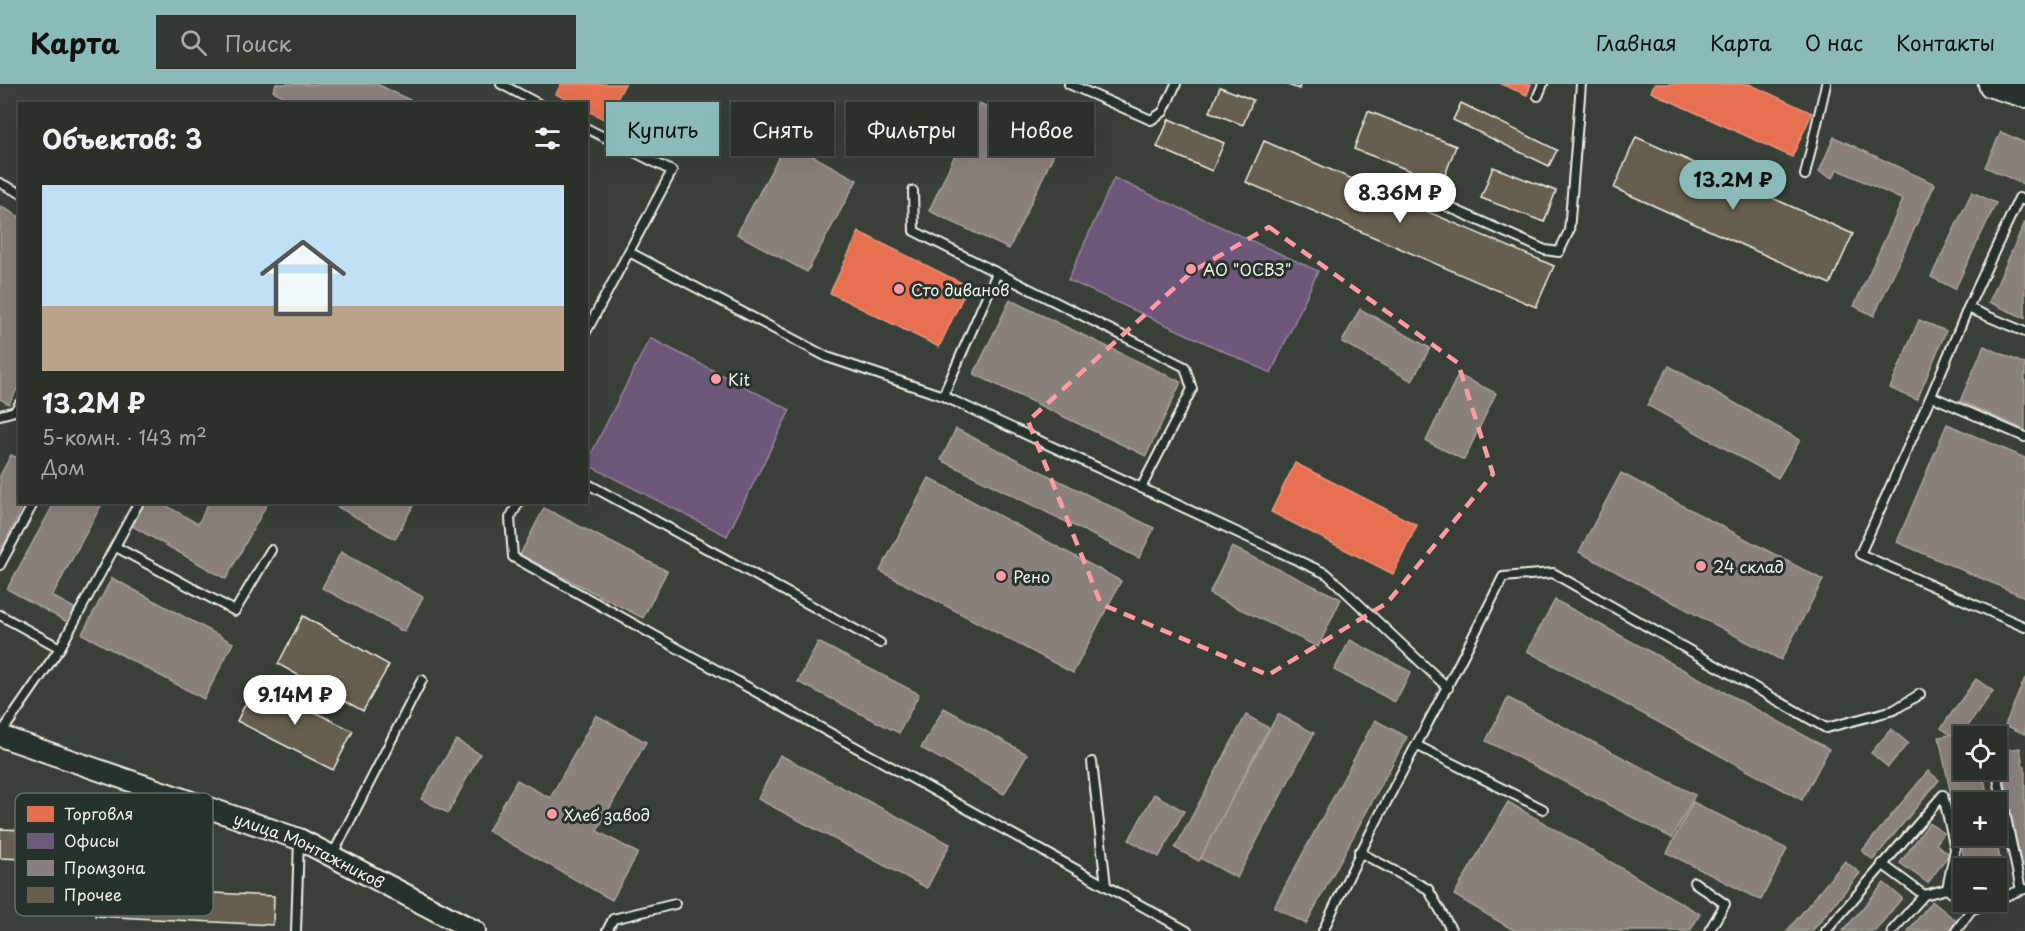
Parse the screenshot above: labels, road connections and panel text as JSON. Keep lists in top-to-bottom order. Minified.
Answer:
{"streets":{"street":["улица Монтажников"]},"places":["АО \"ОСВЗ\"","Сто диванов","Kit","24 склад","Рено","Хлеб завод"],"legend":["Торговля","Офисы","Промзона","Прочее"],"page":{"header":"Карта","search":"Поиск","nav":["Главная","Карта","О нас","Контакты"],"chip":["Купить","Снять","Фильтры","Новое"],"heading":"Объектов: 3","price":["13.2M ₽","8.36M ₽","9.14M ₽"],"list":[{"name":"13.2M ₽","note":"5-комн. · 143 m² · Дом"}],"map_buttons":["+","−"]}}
--
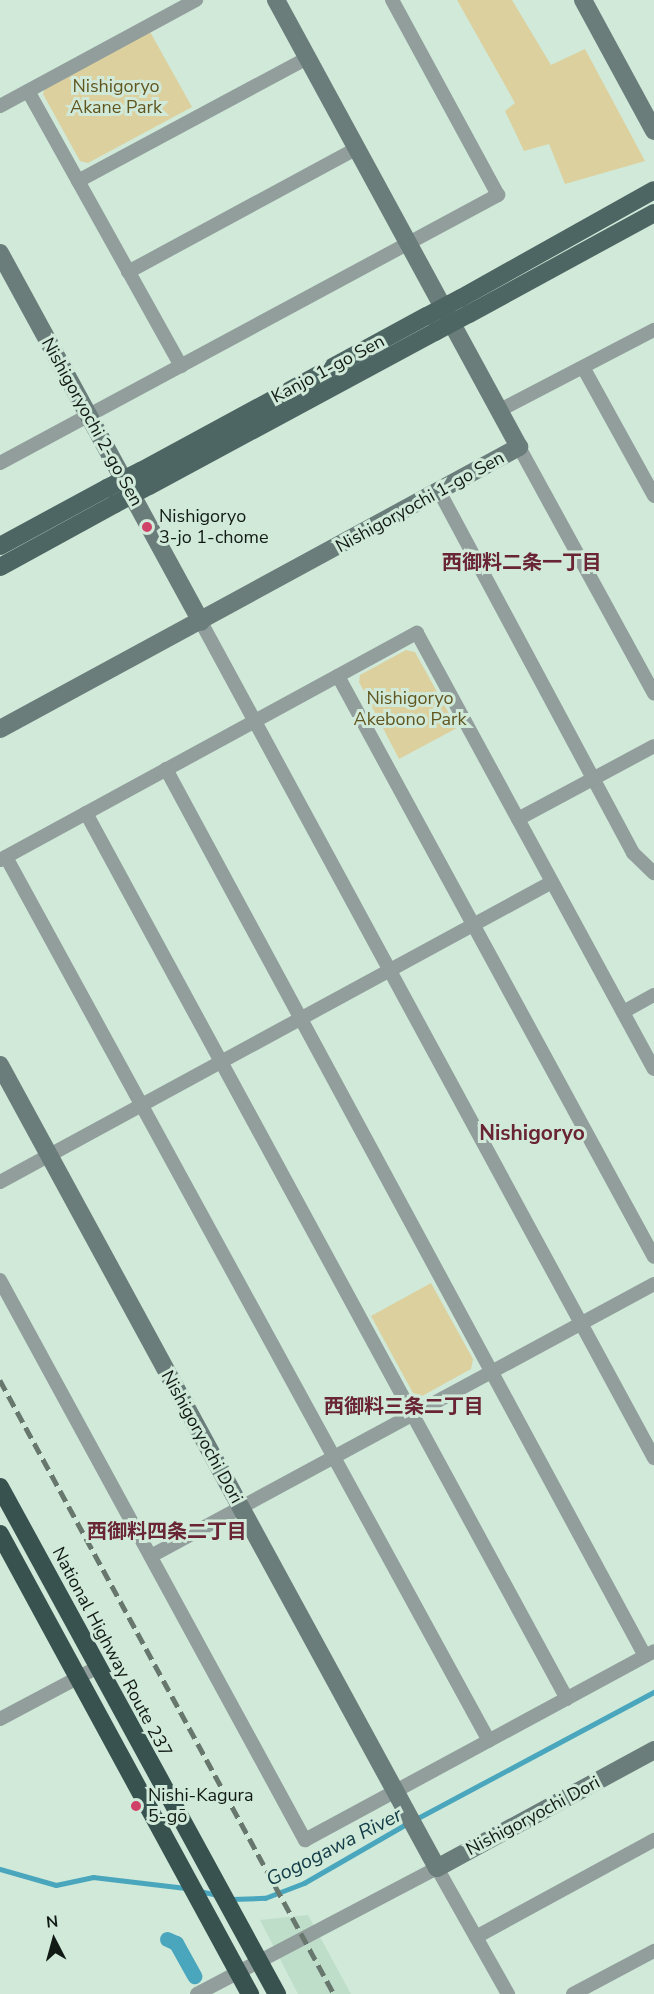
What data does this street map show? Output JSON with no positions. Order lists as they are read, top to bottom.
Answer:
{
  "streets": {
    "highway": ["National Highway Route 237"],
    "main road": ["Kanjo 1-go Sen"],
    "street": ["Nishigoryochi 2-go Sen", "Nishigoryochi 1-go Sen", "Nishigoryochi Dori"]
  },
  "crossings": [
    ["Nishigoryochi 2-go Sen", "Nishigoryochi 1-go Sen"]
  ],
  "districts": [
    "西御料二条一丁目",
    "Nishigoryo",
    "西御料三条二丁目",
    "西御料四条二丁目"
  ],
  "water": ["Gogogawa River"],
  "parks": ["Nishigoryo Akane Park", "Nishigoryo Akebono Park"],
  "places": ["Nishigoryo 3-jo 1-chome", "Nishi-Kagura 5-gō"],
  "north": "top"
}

> [Your instructions]: Collect every line with the string "lists" from the records, and copy each.

> [Task output]:
Parse the screenshot above: labels, road connections and panel text as JSON. Keep lists in top-to-bottom order. Minified.
What data does this street map show? Output JSON with no positions. Order lists as they are read, top to bottom.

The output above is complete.